On Saturday, Jan. 31, Wrecktangle Pizza turned its Lyn-Lake corner into a towering political message, draping two enormous anti-ICE banners over its longtime Lake Street storefront. The panel facing Lyndale reads “ICE OUT OF MN,” and the Lake Street side answers with “FOR GOOD,” with faint rows of pale blue names stretching across the background. It is the latest public gesture from the locally beloved pizzeria, which has been providing donated meals and fundraising amid heightened federal enforcement in the Twin Cities.
Banner details and who paid for them
The banners hang at the busy corner of Lyndale and Lake and span roughly 66 feet on the Lyndale side and 37 feet on the Lake Street side, as reported by Bring Me The News. Elizabeth Klimenko, Wrecktangle's director of sales, marketing, and friendship, told the outlet that Minneapolis creative studio Burlesque of North America designed the pieces and offered to donate the installation, turning the facade into a massive statement wall at no cost to the shop.

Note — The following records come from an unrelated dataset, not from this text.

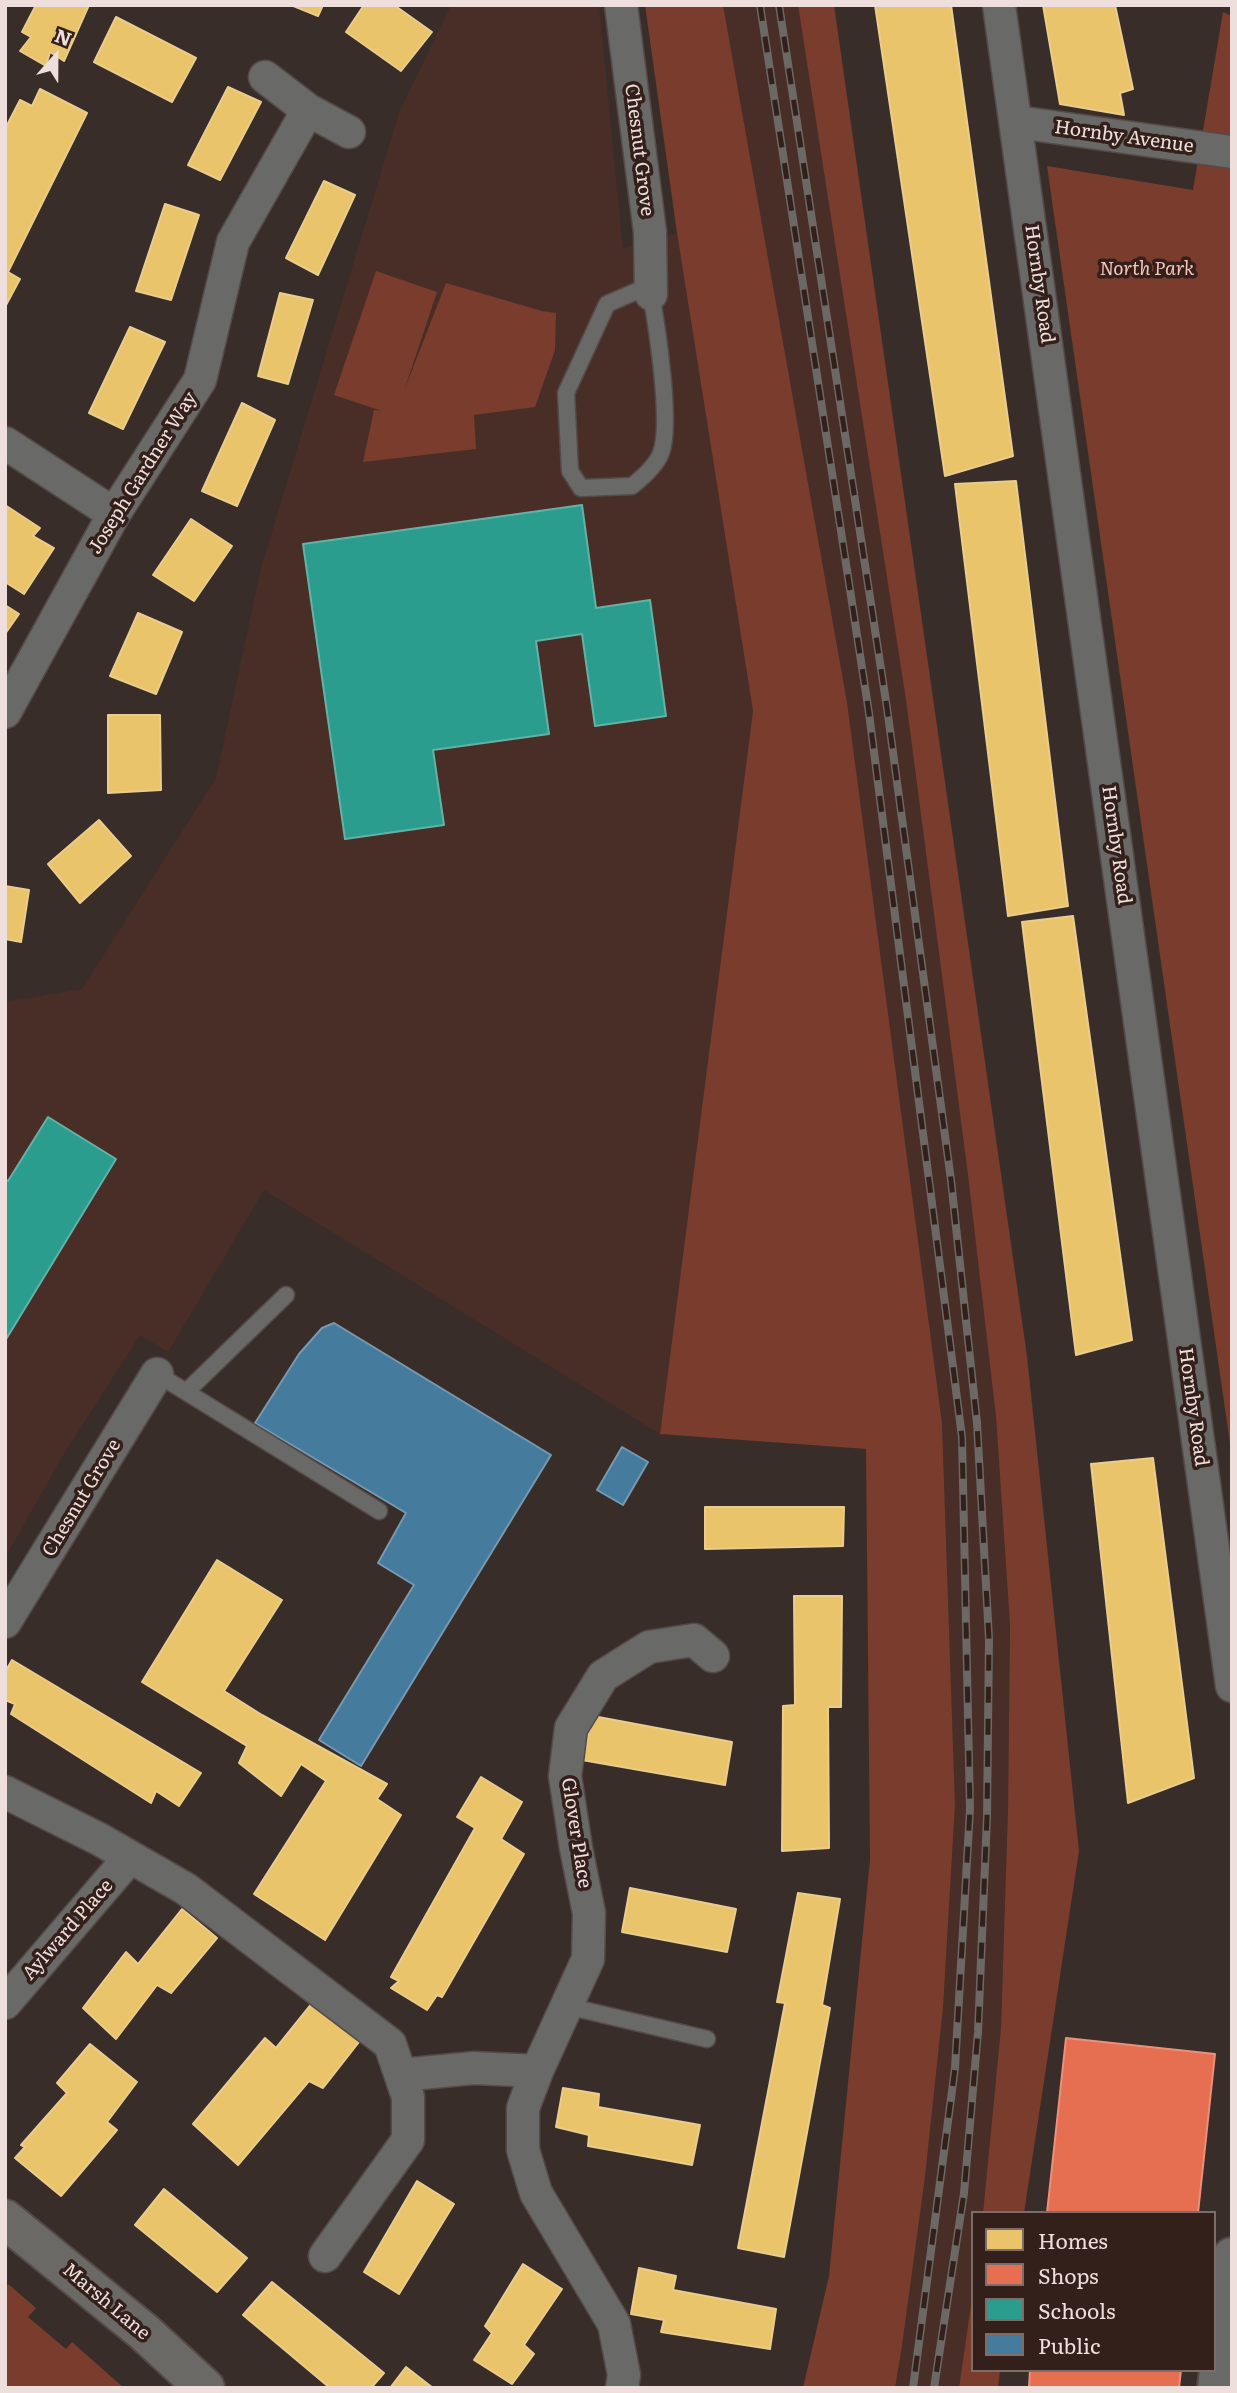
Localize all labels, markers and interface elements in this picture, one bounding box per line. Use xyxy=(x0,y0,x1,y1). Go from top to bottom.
text: N xyxy=(51,20,76,52)
north arrow xyxy=(21,21,91,91)
street label: Chesnut Grove xyxy=(620,82,658,218)
street label: Hornby Avenue xyxy=(1053,116,1195,158)
street label: Hornby Road xyxy=(1019,223,1059,345)
park label: North Park xyxy=(1100,258,1194,280)
street label: Joseph Gardner Way xyxy=(84,388,202,558)
street label: Hornby Road xyxy=(1096,784,1136,906)
street label: Hornby Road xyxy=(1173,1346,1213,1468)
street label: Chesnut Grove xyxy=(38,1435,126,1561)
street label: Glover Place xyxy=(556,1776,596,1890)
street label: Aylward Place xyxy=(18,1875,118,1985)
legend xyxy=(971,2211,1216,2372)
text: Homes xyxy=(1038,2224,1108,2255)
street label: Marsh Lane xyxy=(58,2259,154,2345)
text: Shops xyxy=(1038,2259,1099,2290)
text: Schools xyxy=(1038,2294,1116,2325)
text: Public xyxy=(1038,2329,1100,2360)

Photos document the display
Photographs by Chad Davis posted to Wikimedia Commons show the banners stretched across the building on a snowy morning, with the pale blue names more clearly visible in the wintry light. The images independently document the wording, the scale of the banners, and their placement above Wrecktangle's Lyn-Lake storefront.
Pizzeria's donation work and political stance
Earlier in the month, on Jan. 8, Wrecktangle pledged to donate one 13-inch frozen pizza for every pie sold in response to ICE activity, a move that quickly swamped the shop with donated orders and volunteers, Bring Me The News reported. Owners told the paper the program was meant to support staff and neighbors who had been affected by federal enforcement operations, pairing the restaurant's politics with something tangible people could eat and share.

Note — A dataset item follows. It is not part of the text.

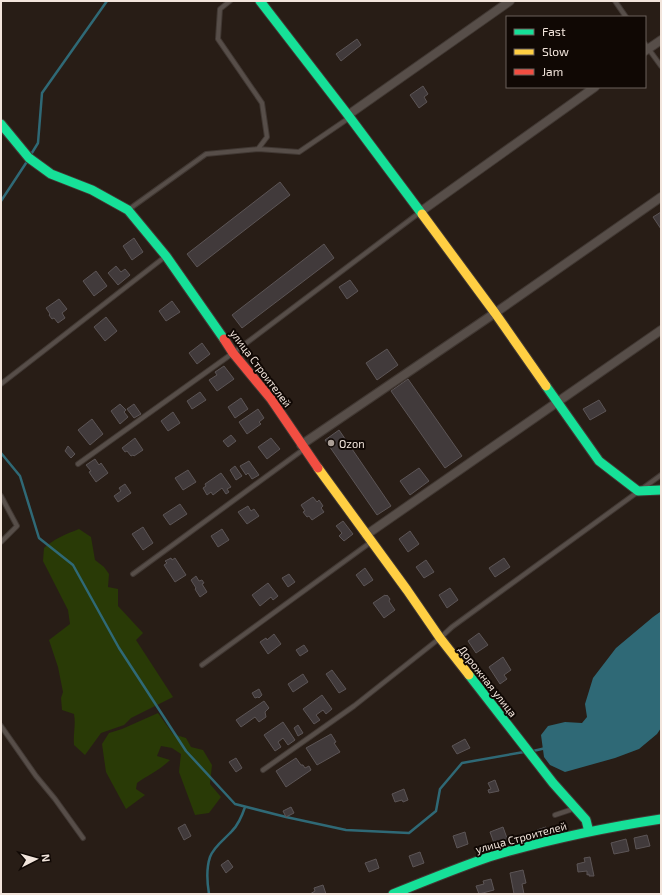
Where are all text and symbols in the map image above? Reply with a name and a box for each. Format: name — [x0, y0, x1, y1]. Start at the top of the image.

Context: protests, killings, and local fallout
The banners arrive after weeks of protests and mounting political pressure following a large federal enforcement surge in Minnesota. The Washington Post reported the Jan. 7 killing of Renée Good during an ICE operation, and TIME documented the Jan. 24 Border Patrol shooting that killed Alex Pretti; those incidents have sparked demonstrations, lawsuits, and calls from city and state leaders for federal agents to leave the state.